The upshot? We’ve seen a rash of clinical trials out of these companies lately where the results have been either good, but not great or barely besting the statistical monkey on their back. Could one reason be less potent stem cells that have been grown way too long for their own good? Could a quest for better looking spreadsheets have overridden good medicine? Time will tell, but this is a very disturbing trend that should concern investors in these companies.
Yes but ACTC has 240 mil market cap which is way above ours. Hoping they will be uplisting with a reverse split within a month
Robert Lanza from ACTC wiil be on the show.Stocks up 50%in the last week.Great results coming out this week IMO
Lim is not concerned with the current share price. My thought is Cytori gets bought out by a Japanese company. The major shareholders are now Astellas Olympus and Lim
The Alliance for regenerative Medicine conference and lobby group will be the catalyst to propel the sector. I believe there has been a coordinated effort by the members to hold back discretionary news until the conference on Jan 13
Around or before that time I expect news will be released from ACTC regarding their embryonic phase 1 trial in treating blindness... I believe it will be spectacular.
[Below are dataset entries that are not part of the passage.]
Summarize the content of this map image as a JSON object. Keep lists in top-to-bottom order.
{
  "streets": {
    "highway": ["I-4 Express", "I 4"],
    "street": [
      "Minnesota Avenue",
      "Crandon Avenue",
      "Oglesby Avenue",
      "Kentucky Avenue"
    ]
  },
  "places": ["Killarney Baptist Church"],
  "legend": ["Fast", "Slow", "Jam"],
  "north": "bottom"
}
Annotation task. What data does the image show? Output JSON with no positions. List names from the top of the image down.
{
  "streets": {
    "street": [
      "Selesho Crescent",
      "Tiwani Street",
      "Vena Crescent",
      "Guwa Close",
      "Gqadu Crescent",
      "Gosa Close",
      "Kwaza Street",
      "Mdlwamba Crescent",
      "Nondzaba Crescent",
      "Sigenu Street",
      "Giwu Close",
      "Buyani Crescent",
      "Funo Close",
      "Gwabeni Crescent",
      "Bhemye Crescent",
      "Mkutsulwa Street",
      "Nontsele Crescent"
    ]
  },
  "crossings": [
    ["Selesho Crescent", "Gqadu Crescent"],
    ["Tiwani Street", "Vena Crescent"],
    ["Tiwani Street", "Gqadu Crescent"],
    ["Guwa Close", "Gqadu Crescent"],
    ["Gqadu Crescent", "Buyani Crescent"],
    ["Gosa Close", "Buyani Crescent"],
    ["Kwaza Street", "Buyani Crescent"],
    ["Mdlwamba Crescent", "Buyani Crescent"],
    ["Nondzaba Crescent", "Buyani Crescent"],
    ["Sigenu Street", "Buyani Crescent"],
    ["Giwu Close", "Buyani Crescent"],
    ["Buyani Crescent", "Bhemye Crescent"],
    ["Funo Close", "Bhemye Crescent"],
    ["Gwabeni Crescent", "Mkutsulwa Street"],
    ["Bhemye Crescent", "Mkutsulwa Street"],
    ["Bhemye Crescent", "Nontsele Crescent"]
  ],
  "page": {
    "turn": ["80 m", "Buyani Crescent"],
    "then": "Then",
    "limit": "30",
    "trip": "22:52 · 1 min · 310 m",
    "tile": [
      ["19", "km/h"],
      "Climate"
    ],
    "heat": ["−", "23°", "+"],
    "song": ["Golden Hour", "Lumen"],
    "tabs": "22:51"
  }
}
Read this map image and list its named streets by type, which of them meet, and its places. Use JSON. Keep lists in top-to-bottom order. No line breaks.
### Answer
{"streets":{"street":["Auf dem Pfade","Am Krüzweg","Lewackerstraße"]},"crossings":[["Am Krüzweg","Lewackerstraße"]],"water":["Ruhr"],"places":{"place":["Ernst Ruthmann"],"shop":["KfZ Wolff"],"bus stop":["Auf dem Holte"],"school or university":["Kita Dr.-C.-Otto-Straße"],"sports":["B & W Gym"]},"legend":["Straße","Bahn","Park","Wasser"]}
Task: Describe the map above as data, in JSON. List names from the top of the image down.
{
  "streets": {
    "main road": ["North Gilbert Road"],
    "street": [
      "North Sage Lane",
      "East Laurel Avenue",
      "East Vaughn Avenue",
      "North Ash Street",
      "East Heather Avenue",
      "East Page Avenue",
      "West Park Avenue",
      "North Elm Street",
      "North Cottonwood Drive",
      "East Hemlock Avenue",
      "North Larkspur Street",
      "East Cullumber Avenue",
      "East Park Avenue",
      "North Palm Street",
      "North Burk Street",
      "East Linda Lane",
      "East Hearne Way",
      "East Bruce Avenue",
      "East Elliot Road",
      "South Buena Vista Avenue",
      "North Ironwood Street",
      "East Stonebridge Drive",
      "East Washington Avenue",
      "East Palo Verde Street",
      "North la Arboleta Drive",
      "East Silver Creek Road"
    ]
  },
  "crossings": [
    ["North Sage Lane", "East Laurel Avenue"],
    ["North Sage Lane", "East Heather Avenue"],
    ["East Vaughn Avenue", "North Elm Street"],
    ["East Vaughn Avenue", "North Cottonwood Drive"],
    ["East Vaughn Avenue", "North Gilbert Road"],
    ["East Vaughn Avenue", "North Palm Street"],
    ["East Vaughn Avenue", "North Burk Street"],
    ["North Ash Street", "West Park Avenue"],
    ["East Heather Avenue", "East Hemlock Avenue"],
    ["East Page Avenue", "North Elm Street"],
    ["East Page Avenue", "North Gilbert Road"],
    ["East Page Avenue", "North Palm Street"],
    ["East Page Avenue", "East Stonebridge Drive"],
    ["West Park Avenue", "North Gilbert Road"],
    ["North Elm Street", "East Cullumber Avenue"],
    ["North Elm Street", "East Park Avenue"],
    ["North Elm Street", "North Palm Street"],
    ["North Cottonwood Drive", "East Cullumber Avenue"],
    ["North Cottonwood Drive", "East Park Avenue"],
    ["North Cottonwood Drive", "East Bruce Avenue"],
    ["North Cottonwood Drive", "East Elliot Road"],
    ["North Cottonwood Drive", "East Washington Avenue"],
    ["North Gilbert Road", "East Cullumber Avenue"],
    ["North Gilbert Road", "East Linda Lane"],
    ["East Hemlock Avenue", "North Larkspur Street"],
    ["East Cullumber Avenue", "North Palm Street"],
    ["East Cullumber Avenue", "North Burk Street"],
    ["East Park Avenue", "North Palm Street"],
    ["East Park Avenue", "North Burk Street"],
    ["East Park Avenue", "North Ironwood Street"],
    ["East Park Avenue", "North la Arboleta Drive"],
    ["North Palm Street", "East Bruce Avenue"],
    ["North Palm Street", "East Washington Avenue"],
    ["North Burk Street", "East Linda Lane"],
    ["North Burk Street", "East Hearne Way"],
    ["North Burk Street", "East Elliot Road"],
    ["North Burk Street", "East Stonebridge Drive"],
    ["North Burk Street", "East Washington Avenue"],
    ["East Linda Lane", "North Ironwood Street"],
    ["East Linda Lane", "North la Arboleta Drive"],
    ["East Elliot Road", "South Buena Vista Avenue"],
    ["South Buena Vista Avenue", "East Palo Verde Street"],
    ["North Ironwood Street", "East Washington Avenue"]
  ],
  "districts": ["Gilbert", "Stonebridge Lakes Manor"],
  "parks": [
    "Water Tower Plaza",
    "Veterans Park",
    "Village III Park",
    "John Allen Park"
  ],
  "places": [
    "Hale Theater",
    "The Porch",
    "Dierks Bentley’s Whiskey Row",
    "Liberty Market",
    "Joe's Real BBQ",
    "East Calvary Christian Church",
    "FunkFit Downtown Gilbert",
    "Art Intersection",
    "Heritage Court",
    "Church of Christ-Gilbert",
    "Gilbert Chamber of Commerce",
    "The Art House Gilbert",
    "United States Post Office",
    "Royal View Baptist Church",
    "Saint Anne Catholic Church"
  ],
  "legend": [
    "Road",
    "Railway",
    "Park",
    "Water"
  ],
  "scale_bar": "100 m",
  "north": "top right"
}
Cytori has so much to divulge I think they could do a press release every 3 days for a month. Then there's ATHX, CUR, MESO and many others.
What we need is the media machine engaged, and I believe ACTC may start the ball rolling.
Remember it was the Democrats and Obama in his first term that changed the law to allow scientific funding for embryonic stem cells. Maybe the Democrats feel its time to take some credit for this decision.